Like Seth Godin said in his last book (We are all Weird):

“they have to be a bit weird”.

We plan to go full-steam as from our Kick-Off call on 30 March 2012, right after the start of the 2012 spring. Our ambition is to be able to shine and radiate as a strong community with first results by end October – Mid November, not co-incidentally the busy conference season with Innotribe at Sibos, Techonomy, Defrag and Blur.

Like Bill Gates wanted to see a PC on every desktop, and Eric Schmidt wants to see an (Android) mobile in every pocket, we want to see a corporate rebel in every company. That’s a lot of corporate rebels 😉

Of course, I am not Bill Gates, nor Eric Schmidt. But there is still enough room for a normal human being like me to create significant impact. And although I am 55 years old now,  I still want to change the world. And yes – at 55 – I still would like to instigate a Corporate Spring. There is no age for Corporate Rebels.

We jump and want to feel the daily adrenaline of being and coaching Corporate Rebels every day of our life.

As we get started up, get some inspiration on our curated site for Corporate Rebels United on Scoop-it.

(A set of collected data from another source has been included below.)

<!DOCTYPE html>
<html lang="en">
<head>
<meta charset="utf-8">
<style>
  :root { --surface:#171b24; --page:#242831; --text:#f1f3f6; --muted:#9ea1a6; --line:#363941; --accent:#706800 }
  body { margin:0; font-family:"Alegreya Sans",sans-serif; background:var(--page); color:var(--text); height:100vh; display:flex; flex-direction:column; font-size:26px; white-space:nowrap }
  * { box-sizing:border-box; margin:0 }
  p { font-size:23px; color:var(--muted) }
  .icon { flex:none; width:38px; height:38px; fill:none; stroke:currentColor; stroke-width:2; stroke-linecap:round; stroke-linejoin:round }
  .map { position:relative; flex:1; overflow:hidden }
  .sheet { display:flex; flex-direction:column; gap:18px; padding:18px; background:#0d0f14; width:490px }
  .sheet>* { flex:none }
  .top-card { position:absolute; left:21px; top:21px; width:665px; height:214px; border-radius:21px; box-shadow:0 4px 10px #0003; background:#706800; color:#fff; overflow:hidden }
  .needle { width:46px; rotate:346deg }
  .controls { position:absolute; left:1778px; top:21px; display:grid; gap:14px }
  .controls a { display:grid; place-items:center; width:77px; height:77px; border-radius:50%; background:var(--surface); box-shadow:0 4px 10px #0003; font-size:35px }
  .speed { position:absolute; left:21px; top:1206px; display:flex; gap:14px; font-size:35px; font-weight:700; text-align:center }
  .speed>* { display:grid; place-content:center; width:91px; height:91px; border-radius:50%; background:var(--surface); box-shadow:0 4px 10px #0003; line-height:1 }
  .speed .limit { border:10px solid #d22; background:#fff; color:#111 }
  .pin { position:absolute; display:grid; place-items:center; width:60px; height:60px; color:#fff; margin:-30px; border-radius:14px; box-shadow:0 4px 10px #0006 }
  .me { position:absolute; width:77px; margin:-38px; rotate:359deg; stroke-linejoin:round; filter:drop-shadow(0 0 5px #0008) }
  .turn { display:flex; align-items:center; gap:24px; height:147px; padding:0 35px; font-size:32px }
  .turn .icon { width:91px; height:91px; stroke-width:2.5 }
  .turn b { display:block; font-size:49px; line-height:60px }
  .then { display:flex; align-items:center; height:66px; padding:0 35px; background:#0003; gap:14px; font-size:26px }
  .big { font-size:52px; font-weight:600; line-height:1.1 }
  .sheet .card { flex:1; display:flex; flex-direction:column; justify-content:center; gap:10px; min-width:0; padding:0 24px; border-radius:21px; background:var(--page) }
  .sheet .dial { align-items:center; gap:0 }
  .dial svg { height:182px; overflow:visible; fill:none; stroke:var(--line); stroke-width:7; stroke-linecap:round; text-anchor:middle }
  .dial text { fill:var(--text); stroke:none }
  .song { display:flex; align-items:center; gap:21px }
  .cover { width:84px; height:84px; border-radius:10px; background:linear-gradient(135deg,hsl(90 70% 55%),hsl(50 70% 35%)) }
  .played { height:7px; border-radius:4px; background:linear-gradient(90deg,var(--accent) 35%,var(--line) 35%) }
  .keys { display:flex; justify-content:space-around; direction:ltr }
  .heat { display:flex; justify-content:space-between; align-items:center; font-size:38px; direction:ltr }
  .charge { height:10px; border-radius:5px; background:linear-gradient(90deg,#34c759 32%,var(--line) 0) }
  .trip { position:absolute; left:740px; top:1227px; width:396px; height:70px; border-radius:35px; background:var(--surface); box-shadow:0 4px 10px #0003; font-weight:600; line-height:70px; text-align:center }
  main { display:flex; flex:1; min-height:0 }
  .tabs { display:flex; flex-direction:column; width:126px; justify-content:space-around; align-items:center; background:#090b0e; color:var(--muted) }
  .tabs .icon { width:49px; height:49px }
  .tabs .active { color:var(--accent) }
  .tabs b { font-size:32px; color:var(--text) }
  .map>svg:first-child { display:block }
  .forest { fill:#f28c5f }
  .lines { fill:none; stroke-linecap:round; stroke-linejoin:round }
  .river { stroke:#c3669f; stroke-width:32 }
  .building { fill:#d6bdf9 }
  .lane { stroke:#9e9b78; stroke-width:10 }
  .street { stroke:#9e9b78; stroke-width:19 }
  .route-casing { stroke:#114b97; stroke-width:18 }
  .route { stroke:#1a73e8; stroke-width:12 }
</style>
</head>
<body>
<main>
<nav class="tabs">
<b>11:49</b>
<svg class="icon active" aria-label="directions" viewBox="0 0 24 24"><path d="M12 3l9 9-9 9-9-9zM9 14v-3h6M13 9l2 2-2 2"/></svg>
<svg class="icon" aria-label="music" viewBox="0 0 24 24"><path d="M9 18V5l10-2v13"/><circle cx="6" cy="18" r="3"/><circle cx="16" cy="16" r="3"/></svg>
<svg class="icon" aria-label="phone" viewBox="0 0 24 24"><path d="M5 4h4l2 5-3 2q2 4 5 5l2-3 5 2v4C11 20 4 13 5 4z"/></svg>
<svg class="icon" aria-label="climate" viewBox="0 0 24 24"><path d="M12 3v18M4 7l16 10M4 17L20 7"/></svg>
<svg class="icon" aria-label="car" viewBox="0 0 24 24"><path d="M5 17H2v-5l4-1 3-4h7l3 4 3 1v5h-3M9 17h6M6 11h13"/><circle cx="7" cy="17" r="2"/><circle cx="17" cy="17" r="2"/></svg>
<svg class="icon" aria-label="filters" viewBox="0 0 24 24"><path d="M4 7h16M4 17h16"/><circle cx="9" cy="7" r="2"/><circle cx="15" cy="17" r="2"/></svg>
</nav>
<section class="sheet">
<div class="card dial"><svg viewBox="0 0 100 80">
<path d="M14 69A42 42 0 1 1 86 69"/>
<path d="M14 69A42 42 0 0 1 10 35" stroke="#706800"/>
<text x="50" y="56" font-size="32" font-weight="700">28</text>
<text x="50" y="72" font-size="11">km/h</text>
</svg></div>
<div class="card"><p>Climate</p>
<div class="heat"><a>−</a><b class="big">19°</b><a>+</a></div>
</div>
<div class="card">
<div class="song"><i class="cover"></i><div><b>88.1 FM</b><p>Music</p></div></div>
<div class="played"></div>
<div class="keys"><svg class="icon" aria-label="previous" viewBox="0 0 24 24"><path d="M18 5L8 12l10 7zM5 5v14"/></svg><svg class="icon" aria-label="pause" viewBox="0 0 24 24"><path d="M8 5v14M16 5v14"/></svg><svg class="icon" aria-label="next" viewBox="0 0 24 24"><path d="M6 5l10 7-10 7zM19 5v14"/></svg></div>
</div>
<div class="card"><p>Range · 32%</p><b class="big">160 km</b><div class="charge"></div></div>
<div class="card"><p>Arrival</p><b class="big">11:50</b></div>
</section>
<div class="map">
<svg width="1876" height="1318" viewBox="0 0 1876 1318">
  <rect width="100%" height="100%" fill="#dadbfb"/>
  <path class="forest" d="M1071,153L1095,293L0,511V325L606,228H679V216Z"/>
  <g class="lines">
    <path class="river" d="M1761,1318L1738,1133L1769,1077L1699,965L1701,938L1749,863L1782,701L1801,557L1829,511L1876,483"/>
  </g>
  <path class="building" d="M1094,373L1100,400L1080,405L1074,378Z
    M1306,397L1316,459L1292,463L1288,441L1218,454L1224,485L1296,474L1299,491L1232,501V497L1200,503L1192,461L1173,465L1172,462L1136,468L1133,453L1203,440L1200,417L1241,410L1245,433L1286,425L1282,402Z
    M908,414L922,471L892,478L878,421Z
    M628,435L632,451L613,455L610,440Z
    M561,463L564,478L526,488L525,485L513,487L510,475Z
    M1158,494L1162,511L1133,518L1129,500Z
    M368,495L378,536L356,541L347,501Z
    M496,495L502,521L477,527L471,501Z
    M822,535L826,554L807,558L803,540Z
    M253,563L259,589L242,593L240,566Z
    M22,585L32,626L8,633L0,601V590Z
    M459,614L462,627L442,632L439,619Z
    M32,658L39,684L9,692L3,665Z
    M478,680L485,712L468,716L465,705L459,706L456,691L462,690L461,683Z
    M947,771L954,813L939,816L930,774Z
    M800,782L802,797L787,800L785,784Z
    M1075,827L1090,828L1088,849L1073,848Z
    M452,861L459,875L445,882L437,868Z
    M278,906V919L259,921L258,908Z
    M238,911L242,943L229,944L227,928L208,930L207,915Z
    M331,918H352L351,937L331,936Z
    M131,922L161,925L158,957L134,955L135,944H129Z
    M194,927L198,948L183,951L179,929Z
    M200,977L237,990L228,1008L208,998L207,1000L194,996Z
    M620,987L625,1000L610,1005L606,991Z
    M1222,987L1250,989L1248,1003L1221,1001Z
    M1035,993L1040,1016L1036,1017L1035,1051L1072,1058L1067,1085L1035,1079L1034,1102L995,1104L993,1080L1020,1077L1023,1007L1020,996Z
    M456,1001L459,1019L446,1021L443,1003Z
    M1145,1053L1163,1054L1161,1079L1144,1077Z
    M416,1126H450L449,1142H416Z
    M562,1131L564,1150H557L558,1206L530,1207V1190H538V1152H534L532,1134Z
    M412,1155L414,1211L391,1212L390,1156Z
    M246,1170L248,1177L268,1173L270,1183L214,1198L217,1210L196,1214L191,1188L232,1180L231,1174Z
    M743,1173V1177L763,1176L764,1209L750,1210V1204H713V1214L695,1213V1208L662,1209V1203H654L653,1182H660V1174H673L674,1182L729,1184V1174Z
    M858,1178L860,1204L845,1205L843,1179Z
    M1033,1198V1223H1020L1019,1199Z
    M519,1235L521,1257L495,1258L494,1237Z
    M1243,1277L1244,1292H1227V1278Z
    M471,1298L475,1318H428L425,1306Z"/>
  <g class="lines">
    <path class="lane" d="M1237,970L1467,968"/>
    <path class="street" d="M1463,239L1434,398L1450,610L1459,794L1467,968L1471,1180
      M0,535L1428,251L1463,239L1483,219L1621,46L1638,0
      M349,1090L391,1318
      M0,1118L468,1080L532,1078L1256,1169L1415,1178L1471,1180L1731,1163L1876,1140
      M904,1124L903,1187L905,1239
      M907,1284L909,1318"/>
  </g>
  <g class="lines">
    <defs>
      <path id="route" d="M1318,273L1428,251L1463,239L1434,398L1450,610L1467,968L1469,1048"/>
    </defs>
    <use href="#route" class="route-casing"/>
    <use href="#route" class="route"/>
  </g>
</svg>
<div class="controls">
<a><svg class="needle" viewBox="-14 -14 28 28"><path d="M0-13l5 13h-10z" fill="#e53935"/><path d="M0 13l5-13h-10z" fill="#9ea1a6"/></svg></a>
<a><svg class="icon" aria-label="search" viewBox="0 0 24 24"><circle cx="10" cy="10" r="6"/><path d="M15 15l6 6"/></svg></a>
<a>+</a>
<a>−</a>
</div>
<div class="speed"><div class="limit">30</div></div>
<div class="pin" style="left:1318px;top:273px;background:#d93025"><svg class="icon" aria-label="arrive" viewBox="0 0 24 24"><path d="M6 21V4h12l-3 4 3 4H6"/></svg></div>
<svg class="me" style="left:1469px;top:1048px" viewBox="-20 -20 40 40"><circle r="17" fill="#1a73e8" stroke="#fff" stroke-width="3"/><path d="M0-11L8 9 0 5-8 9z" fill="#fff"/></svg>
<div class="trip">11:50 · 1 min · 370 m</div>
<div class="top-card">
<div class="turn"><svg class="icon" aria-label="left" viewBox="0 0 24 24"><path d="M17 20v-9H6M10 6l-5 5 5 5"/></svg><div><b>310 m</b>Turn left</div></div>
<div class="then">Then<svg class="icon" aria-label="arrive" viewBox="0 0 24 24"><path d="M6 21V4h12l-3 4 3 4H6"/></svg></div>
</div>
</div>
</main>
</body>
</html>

If you are interested to join Corporate Rebels United, leave a note and some argumentation on why you’d like to join in the comments section of this blog post. And/or let us know what you can bring to the table to make this a big success.

As the Corporate Rebels United get up-to-speed, they will start blogging on http://corporaterebelsunited.wordpress.com and we will soon open our website at http://www.corporaterebelsunited.com

Let’s 21 March 2012 be the start of our Corporate Spring! Because we believe it matters to infect our organizations with “change-as-the-norm” from the bottom-up!